A Manual of the Short Story Art
by
Glenn Clark
Overview
This 1922 how-to textbook, intended for teachers and students, includes exercises to get a writer started; lessons in visualization, dialogue, and theme; a list of thirty-six plot situations; and, as examples, short stories by Anthony Hope, Gertrude Hamilton, Edna Ferber, O. Henry, Beatrice Walker, and Wilbur Daniel Steele.
A Manual of the Short Story Art by
Glenn Clark (1922). This book was written with an eye on the student,
not on the rules of composition and rhetoric. It conceives of the
student as a creature who loves to use his eyes and ears, and who takes
delight in playing the amateur detective and in raveling and unravelling
plots. It assumes that a young man or a young woman is filled to
overflowing with warm, living interests and desires and aspirations
which, taken together, constitute a greater driving force toward success
in writing than anything which the textbooks and teachers can give him.
By taking advantage of these natural desires and instincts and not
working against them it is believed that the teacher may best "draw out"

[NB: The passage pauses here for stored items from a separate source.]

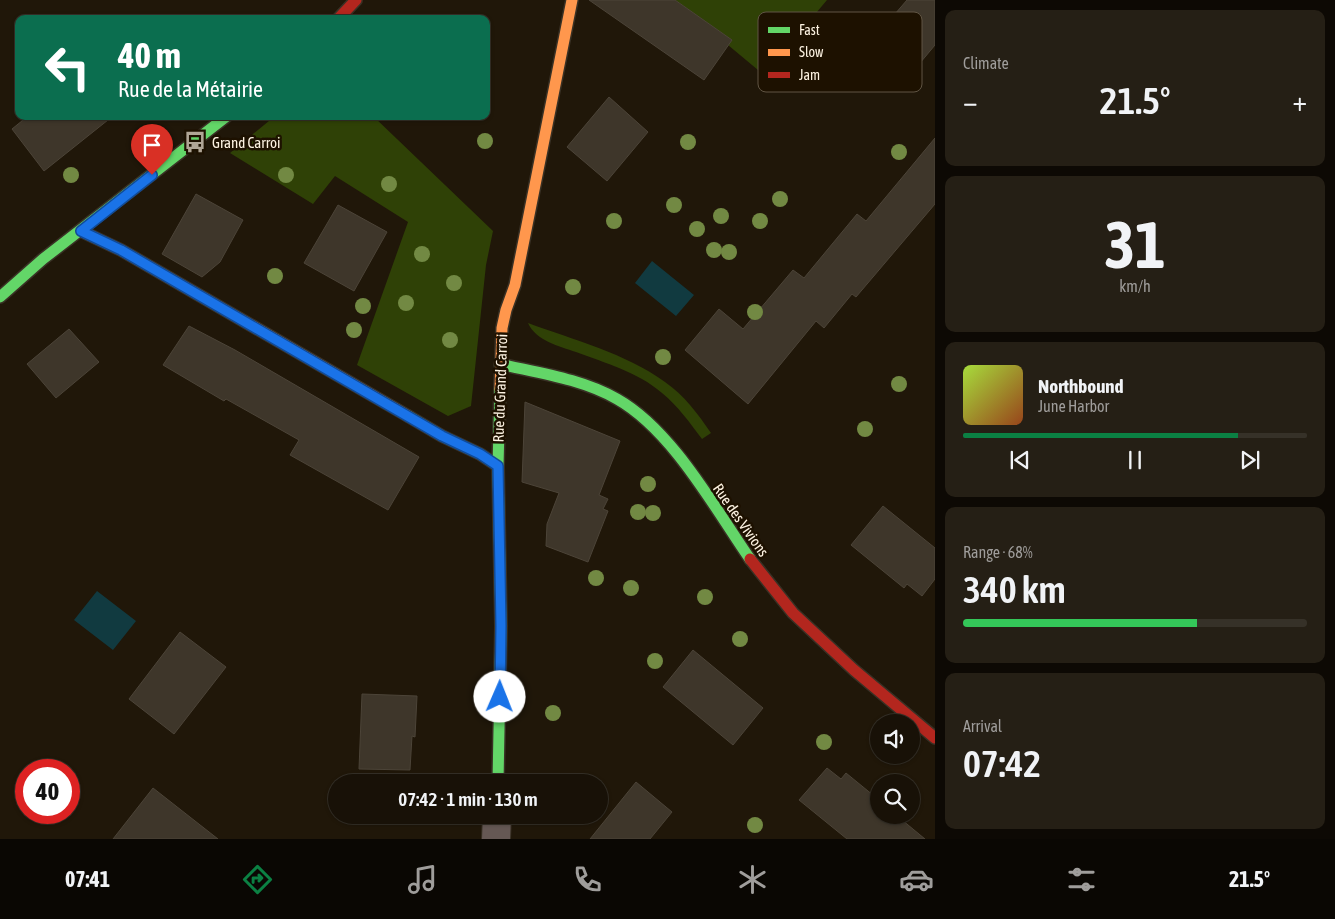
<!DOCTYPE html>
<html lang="en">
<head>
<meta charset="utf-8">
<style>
	:root { --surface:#181107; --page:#251f15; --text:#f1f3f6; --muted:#9f9d9b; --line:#363128; --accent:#0b8043 }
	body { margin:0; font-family:"Asap Condensed",sans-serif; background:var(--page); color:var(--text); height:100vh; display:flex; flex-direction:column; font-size:19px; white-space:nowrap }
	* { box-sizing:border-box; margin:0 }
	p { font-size:16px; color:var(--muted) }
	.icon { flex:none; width:28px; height:28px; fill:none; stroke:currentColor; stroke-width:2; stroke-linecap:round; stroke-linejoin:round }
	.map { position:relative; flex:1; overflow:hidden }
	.sheet { display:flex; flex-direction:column; gap:10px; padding:10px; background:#0d0904; width:400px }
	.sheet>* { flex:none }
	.guide { position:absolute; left:15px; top:15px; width:475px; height:105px; border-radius:10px; box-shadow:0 1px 4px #0004,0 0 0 1px var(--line); background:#0b6e4f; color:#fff; overflow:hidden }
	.fabs { position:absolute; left:870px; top:714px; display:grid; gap:10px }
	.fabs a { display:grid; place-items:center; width:50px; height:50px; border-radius:50%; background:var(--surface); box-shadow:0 1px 4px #0004,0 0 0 1px var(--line); font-size:25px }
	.speed { position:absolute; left:15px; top:759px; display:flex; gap:10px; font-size:25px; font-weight:700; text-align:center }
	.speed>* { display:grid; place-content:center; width:65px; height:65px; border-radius:50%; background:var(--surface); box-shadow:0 1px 4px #0004,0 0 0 1px var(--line); line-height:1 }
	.speed .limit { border:8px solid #d22; background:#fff; color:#111 }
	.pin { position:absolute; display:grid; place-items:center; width:42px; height:42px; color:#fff; margin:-51px -21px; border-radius:50% 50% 50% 0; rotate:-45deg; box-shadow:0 0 5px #0007 }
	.pin .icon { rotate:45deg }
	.me { position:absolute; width:55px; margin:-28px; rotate:1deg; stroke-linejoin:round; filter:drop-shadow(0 0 4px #0008) }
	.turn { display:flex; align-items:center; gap:18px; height:105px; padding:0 20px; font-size:22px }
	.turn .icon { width:65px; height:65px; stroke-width:2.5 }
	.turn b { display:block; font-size:35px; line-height:42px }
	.big { font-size:38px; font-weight:600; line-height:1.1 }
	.sheet .widget { flex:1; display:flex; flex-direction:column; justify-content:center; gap:8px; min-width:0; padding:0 18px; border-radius:10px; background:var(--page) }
	.sheet .dial { align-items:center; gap:0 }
	.dial b { font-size:65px; line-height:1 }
	.song { display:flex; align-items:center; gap:15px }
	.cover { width:60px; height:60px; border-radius:8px; background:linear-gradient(135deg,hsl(80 70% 55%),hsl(20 70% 35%)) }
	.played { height:5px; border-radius:2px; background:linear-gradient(90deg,var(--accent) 80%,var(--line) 80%) }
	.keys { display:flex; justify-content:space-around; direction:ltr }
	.heat { display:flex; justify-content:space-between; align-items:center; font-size:28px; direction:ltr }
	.charge { height:8px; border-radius:4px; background:linear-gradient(90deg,#34c759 68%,var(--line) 0) }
	.trip { position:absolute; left:328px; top:774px; width:280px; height:50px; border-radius:25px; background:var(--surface); box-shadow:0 1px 4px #0004,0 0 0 1px var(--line); font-weight:600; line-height:50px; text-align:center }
	.menu { display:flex; height:80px; justify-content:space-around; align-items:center; background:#0a0703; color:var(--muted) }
	.menu .icon { width:35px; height:35px }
	.menu .on { color:var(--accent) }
	.menu b { font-size:22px; color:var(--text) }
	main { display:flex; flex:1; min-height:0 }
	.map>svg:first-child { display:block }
	.green { fill:#2f4106 }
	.water { fill:#113a40 }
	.building { fill:#3e362a; stroke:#4c4438 }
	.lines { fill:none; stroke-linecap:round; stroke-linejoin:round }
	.street-casing { stroke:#393125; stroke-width:30 }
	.fast-casing { stroke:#393125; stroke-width:14 }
	.slow-casing { stroke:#393125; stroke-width:14 }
	.jam-casing { stroke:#393125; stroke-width:14 }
	.street { stroke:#655854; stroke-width:28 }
	.fast { stroke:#63d668; stroke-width:11 }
	.slow { stroke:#ff974d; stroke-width:11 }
	.jam { stroke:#b3261e; stroke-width:11 }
	.tree { fill:#728943 }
	.route-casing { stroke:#114b97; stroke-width:12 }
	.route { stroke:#1a73e8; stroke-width:9 }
	.labels { text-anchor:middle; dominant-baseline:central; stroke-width:5; stroke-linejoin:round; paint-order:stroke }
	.poi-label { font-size:15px; fill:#fdf3e2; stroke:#1d1100; text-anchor:start }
	.street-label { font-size:15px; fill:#fdf3e2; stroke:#1d1100 }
	.key { fill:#1d1100; stroke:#605544; stroke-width:1 }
	.key-label { font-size:14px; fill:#fdf3e2 }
</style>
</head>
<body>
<main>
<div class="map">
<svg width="935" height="839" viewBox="0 0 935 839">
	<rect width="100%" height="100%" fill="#201709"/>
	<!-- green -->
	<path class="green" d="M675,0h152l-63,75 -36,-30 3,-5z
		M275,116h98l120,115 -7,34 -15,141 -23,10 -91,-51 51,-143 -73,-46 -22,28 -83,-51z
		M528,323c46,17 97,30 137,59 19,13 33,32 46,51l-9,6c-12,-16 -24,-33 -40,-46 -24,-21 -57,-30 -86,-41 -17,-6 -40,-11 -48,-29z"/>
	<!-- water -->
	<path class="water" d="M652,261l42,34 -18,21 -41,-33z
		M97,591l39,30 -23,29 -39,-30z"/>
	<!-- building -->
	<path class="building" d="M589,0h86l57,40 -28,40z
		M907,0h28v45l-20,24 -39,-33z
		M609,97l39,35 -41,49 -40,-34z
		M28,116h85l-69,55 -32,-42z
		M935,138v66l-79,93 -4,-3 -28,34 -8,-7 -68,83 -63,-54 34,-41 24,20 50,-59 11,8 53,-64 9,7z
		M196,194l47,26 -23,42 -18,15 -40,-23z
		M338,205l49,27 -33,59 -50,-28z
		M189,326l46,24 184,107 -31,53 -98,-55 9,-15 -73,-41 -2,2 -61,-36z
		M69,329l30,33 -43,36 -29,-34z
		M525,402l95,39 -21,54 9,4 -5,10 5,2 -20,51 -42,-16 1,-22 12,-31 -37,-11z
		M883,506l52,42v31l-13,17 -15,-12 -3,4 -53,-43z
		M180,632l46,35 -52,67 -45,-35z
		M693,650l70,58 -30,37 -70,-58z
		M362,694l55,2 -2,41 -3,-1 -2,34 -51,-1z
		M827,768l14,11 5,-6 33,27v15h17l29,24h-78l-48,-39z
		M636,782l36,30 -22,27h-60z
		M153,788l65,51h-105z"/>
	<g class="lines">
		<!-- street casing -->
		<g class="street-casing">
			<path id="street" d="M496,839l1,-24"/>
		</g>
		<!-- fast casing -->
		<g class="fast-casing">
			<path id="fast" d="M0,297l43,-38 184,-143
				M500,364c39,9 82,15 117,35 55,31 97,108 133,160
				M408,416l34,20 38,18 18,12
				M498,782l3,-156 -3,-160 2,-77"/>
		</g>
		<!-- slow casing -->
		<g class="slow-casing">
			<path id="slow" d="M81,231l40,19 287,166
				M500,389l2,-61 4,-18 9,-25 57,-285"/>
		</g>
		<!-- jam casing -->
		<g class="jam-casing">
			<path id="jam" d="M338,19l18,-19
				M750,559l43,54 61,57 81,68"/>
		</g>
		<!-- street -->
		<use href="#street" class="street"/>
		<!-- fast -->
		<use href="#fast" class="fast"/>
		<!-- slow -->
		<use href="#slow" class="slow"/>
		<!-- jam -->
		<use href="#jam" class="jam"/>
	</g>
	<!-- trees -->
	<g class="tree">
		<circle cx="485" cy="141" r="8"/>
		<circle cx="688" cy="142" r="8"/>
		<circle cx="899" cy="152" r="8"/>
		<circle cx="71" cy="175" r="8"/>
		<circle cx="286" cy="175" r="8"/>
		<circle cx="389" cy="184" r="8"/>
		<circle cx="780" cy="199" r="8"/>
		<circle cx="674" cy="205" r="8"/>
		<circle cx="721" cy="216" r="8"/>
		<circle cx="614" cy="221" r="8"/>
		<circle cx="760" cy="221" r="8"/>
		<circle cx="697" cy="229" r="8"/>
		<circle cx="714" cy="250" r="8"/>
		<circle cx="729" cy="252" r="8"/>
		<circle cx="422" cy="254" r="8"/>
		<circle cx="275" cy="276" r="8"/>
		<circle cx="454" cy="283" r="8"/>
		<circle cx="573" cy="287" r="8"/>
		<circle cx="406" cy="303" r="8"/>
		<circle cx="363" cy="306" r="8"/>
		<circle cx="755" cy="312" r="8"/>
		<circle cx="354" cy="330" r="8"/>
		<circle cx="450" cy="340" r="8"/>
		<circle cx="663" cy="357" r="8"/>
		<circle cx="899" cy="384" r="8"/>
		<circle cx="865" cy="429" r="8"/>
		<circle cx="648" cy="484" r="8"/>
		<circle cx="638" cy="512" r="8"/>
		<circle cx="653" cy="513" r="8"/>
		<circle cx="596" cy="578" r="8"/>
		<circle cx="631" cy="588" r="8"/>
		<circle cx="705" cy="597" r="8"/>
		<circle cx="740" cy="639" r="8"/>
		<circle cx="655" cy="661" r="8"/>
		<circle cx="553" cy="713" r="8"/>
		<circle cx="824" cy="742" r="8"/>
		<circle cx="755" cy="825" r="8"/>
	</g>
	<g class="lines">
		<!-- route casing -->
		<g class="route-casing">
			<path id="route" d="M152,175l-71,56 40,19 321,186 38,18 18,12 3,160 -1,71"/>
		</g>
		<!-- route -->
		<use href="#route" class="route"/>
	</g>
	<!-- icons -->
	<defs>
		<g id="bus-bare" transform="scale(1.725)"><path d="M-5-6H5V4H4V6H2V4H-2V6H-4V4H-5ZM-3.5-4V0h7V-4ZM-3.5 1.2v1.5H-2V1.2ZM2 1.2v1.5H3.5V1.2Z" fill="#b0a696" stroke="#1d1100" stroke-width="2.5" paint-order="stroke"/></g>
	</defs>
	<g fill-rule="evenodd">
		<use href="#bus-bare" x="195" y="142"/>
	</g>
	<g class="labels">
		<!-- poi labels -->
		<g class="poi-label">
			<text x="212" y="142">Grand Carroi</text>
		</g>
		<!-- street labels -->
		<g class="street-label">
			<text transform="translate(500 388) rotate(-88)">Rue du Grand Carroi</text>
			<text transform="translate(741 520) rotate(55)">Rue des Vivions</text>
		</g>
	</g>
	<!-- legend -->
	<rect x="758" y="12" width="164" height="80" rx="8" class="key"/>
	<rect x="768" y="27" width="22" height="6" fill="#63d668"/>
	<rect x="768" y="49" width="22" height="7" fill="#ff974d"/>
	<rect x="768" y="72" width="22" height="6" fill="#b3261e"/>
	<g class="key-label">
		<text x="799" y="35">Fast</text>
		<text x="799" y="57">Slow</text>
		<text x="799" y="80">Jam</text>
	</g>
</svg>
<div class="fabs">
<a><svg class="icon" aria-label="sound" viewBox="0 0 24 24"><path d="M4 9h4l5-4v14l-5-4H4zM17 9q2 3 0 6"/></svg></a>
<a><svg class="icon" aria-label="search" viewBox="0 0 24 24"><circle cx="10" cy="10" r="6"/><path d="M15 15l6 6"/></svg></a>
</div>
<div class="speed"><div class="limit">40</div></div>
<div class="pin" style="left:152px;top:175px;background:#d93025"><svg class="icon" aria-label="arrive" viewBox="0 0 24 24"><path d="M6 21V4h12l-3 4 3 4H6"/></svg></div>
<svg class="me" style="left:500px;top:697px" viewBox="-20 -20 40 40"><circle r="19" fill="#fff"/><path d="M0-13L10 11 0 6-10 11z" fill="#1a73e8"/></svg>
<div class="trip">07:42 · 1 min · 130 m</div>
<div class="guide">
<div class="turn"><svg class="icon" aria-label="left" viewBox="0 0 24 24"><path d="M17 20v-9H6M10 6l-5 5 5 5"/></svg><div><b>40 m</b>Rue de la Métairie</div></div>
</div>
</div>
<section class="sheet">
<div class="widget"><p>Climate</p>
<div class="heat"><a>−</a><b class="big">21.5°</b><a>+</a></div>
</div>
<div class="widget dial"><b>31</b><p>km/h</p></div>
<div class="widget">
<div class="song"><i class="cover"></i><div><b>Northbound</b><p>June Harbor</p></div></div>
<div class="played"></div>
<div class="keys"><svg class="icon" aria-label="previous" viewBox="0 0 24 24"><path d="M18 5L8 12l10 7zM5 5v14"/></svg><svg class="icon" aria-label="pause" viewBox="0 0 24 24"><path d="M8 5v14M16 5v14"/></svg><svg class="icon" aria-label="next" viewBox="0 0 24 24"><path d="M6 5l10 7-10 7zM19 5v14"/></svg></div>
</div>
<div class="widget"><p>Range · 68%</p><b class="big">340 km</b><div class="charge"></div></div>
<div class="widget"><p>Arrival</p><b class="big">07:42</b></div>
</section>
</main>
<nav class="menu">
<b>07:41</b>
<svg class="icon on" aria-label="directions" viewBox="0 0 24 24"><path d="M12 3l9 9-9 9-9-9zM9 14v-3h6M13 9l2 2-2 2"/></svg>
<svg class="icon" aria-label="music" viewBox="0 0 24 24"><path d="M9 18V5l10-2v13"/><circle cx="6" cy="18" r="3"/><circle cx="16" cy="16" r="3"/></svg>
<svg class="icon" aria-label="phone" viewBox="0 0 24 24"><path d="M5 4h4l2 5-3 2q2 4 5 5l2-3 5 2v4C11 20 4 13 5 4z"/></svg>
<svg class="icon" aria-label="climate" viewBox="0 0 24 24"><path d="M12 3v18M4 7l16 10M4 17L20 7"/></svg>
<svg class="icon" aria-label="car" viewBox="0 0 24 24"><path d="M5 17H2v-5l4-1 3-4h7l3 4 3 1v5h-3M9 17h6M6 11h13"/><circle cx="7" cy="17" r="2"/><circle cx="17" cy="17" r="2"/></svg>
<svg class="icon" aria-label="filters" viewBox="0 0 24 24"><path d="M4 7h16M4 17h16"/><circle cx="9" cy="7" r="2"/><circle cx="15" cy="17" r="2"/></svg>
<b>21.5°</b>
</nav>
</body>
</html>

the student to the fullest self-expression. One of these deep-seated
instincts of the student is to see things in the concrete. For that
reason the method of presenting exercises commonly used in this book is
the so-called "projective method." Instead of being asked to describe a
city street, the student is asked to read a sentence that helps him to
visualize a street and then to write down what he sees.